Directions for this task
Please keep the pictures out and write out exactly the lines from the first in the data below through the one containing "filter:drop-shadow(0 0 1px", both included.

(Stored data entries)
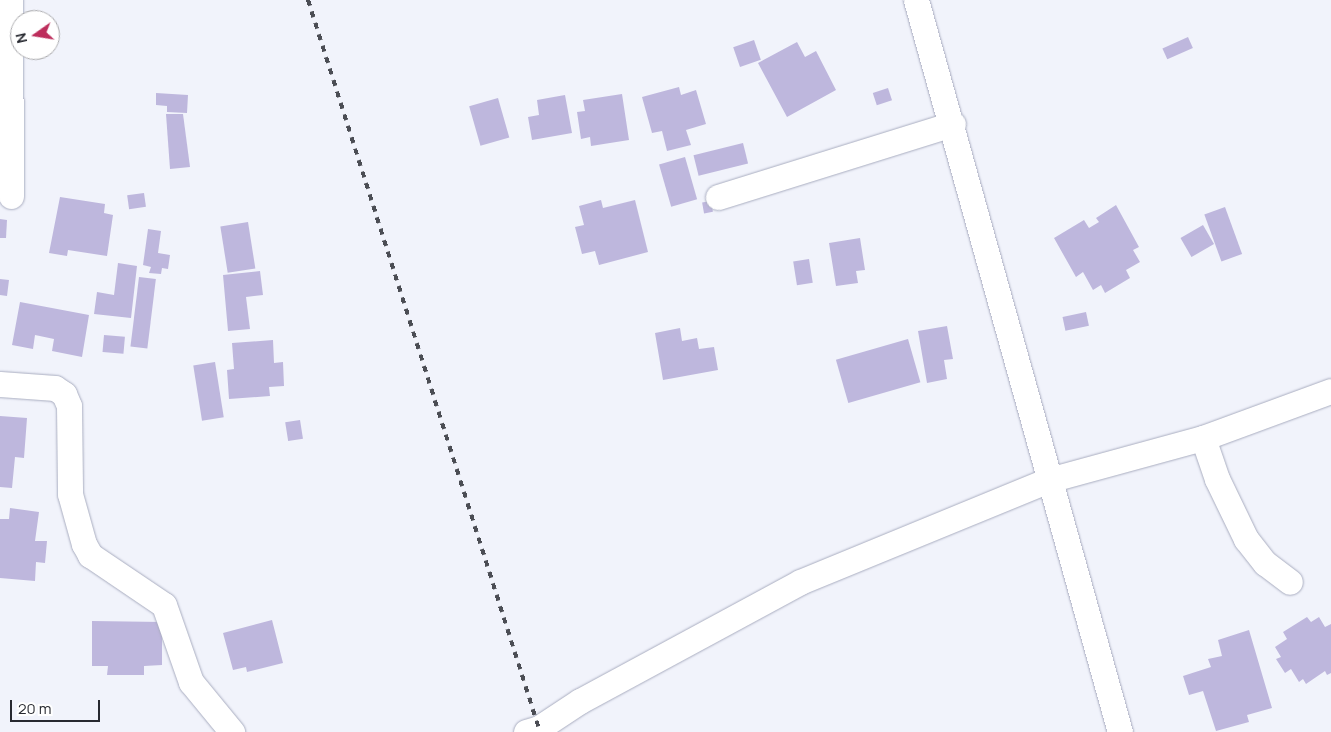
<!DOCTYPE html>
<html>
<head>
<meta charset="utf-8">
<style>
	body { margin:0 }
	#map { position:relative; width:1331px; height:732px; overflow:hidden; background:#f1f3fb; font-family:Manrope,sans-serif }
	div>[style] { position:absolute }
	.building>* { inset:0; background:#beb7dd; transform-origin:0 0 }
	.roads { filter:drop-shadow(0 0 1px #a9adc0) drop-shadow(0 0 1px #a9adc0) }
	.minor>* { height:25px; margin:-12.5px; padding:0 12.5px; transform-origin:12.5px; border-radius:12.5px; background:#fff }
	.rail>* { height:4px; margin-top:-2px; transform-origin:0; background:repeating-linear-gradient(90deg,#4b4d54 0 6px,transparent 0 12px) }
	span { translate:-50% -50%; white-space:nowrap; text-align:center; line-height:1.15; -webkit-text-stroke:4px #fff; paint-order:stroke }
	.north { position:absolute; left:10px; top:10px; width:50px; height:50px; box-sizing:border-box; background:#fff; border:1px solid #a9a9ac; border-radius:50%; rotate:257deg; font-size:14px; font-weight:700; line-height:20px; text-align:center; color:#272930 }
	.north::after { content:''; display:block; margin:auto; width:18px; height:22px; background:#bd2e5c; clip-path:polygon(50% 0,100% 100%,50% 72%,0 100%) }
	.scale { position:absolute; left:10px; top:700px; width:90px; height:22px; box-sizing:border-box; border:2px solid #272930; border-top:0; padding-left:6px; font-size:15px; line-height:18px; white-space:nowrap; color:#272930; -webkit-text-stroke:4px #fff; paint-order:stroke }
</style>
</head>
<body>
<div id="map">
	<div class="building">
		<div style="left:1188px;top:37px;width:12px;height:28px;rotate:66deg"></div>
		<div style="left:754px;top:40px;width:21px;height:22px;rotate:71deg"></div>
		<div style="clip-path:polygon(797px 42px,805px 57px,816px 51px,836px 90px,787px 117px,758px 63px)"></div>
		<div style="clip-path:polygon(679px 87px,681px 95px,696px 90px,706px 124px,686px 130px,691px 145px,667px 151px,662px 131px,652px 133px,642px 97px)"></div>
		<div style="left:888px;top:88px;width:13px;height:16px;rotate:72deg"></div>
		<div style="clip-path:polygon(156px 93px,188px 95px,187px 113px,167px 112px,167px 106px,156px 105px)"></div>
		<div style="clip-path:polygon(622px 94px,629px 140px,591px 146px,590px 137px,581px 139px,577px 112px,585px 111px,583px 100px)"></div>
		<div style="clip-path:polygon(565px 95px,572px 133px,532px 140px,528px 117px,539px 115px,537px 100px)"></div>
		<div style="left:498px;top:98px;width:41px;height:30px;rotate:74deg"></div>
		<div style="clip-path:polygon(166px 114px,183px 114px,190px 167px,170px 169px)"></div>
		<div style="left:743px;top:143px;width:21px;height:51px;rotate:76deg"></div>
		<div style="left:685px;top:157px;width:44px;height:27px;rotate:74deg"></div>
		<div style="left:144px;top:193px;width:14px;height:17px;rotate:82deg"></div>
		<div style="clip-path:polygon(60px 197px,105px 204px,104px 213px,113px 215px,107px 256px,68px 250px,67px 256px,49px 253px)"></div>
		<div style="clip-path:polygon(601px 200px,603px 208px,635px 200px,648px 252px,599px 265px,595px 251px,582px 254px,575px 227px,584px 225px,579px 206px)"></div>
		<div style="left:711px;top:201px;width:11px;height:9px;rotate:80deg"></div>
		<div style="clip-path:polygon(1116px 205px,1139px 247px,1133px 250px,1140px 262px,1126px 270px,1130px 278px,1105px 293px,1101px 285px,1093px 290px,1083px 272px,1076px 277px,1054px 238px,1084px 220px,1089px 228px,1099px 222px,1096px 218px)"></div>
		<div style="left:1225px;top:207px;width:50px;height:22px;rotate:70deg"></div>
		<div style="clip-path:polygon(0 219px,7px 220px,6px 238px,0 238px)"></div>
		<div style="left:248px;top:222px;width:47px;height:28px;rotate:81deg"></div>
		<div style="left:1203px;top:225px;width:22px;height:26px;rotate:60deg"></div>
		<div style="clip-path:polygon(148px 229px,161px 231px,158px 253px,170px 255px,168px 269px,162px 268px,161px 274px,149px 273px,151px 267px,143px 265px)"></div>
		<div style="clip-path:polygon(860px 238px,865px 270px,856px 271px,858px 283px,836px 286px,829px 243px)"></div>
		<div style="left:809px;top:259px;width:24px;height:16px;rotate:81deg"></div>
		<div style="clip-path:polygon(118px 263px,137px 266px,131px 318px,94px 314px,97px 292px,114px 295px)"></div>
		<div style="clip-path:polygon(260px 271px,263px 295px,246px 297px,250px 329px,228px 331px,223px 275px)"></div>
		<div style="left:139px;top:277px;width:17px;height:70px;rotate:7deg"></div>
		<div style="clip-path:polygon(0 279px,9px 280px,7px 296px,0 295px)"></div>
		<div style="clip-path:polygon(20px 302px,89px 315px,82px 357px,52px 351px,54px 339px,35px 335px,33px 349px,12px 345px)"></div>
		<div style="left:1086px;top:312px;width:14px;height:24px;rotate:78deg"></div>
		<div style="clip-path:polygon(947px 326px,953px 359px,944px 360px,947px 379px,927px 383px,918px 331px)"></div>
		<div style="clip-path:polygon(680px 328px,682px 341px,697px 338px,699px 349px,714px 347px,718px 370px,663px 380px,655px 333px)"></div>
		<div style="left:104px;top:335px;width:21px;height:17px;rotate:5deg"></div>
		<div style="left:908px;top:339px;width:45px;height:75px;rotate:74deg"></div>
		<div style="clip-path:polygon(273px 340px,274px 363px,283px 362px,284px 386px,269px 387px,270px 396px,229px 399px,227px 370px,234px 369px,232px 343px)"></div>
		<div style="left:215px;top:362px;width:56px;height:22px;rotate:81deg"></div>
		<div style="clip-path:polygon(0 416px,27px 418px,24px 458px,15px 457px,12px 488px,0 487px)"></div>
		<div style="left:300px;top:420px;width:19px;height:15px;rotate:81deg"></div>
		<div style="clip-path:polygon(10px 508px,39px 512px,35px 541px,47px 541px,45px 563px,36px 562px,35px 581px,0 578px,0 519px,9px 519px)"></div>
		<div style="clip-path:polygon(1307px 617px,1311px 622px,1319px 617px,1325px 627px,1331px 624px,1331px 673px,1327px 675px,1325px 671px,1306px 684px,1303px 679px,1299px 682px,1291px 669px,1285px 673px,1276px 659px,1281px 657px,1275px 647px,1287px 639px,1283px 632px)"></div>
		<div style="clip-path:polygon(272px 620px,283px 663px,247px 672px,246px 667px,233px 670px,223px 633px)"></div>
		<div style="clip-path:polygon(92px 621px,162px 622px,162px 665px,144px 666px,144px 675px,107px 675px,108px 666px,92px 666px)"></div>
		<div style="clip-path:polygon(1249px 630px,1272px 708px,1247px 715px,1249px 722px,1216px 731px,1203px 691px,1189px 695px,1183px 676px,1211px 667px,1208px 659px,1222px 656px,1218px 640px)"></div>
	</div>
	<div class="roads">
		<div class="minor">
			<div style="left:10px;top:0;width:196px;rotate:89.7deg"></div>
			<div style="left:916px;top:0;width:760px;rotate:74.43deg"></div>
			<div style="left:718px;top:197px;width:246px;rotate:-17.3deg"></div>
			<div style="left:0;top:384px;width:55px;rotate:4.2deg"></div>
			<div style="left:55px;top:388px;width:11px;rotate:34deg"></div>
			<div style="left:64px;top:394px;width:13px;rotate:67deg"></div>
			<div style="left:69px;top:406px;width:88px;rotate:89.3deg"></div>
			<div style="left:70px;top:494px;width:52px;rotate:74.4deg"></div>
			<div style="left:84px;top:544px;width:13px;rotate:61deg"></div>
			<div style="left:90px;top:555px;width:89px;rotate:34deg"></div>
			<div style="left:164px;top:605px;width:82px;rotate:70.7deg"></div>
			<div style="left:191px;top:682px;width:65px;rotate:50.6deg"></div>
			<div style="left:1203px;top:438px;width:43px;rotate:71.1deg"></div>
			<div style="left:1217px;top:479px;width:67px;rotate:64.2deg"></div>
			<div style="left:1246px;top:539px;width:31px;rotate:52deg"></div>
			<div style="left:1265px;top:563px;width:31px;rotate:37deg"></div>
			<div style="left:526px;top:732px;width:14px;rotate:-17deg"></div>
			<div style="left:539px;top:728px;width:49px;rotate:-33.4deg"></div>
			<div style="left:580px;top:701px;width:250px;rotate:-28.4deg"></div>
			<div style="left:800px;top:582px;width:269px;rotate:-22.3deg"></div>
			<div style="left:1049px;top:480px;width:160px;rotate:-15.3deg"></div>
			<div style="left:1203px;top:438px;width:136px;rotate:-20.2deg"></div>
		</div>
	</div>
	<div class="rail">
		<div style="left:308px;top:0;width:768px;rotate:72.41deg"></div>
	</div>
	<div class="north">N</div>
	<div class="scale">20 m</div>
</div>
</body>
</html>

Answer for this exercise
<!DOCTYPE html>
<html>
<head>
<meta charset="utf-8">
<style>
	body { margin:0 }
	#map { position:relative; width:1331px; height:732px; overflow:hidden; background:#f1f3fb; font-family:Manrope,sans-serif }
	div>[style] { position:absolute }
	.building>* { inset:0; background:#beb7dd; transform-origin:0 0 }
	.roads { filter:drop-shadow(0 0 1px #a9adc0) drop-shadow(0 0 1px #a9adc0) }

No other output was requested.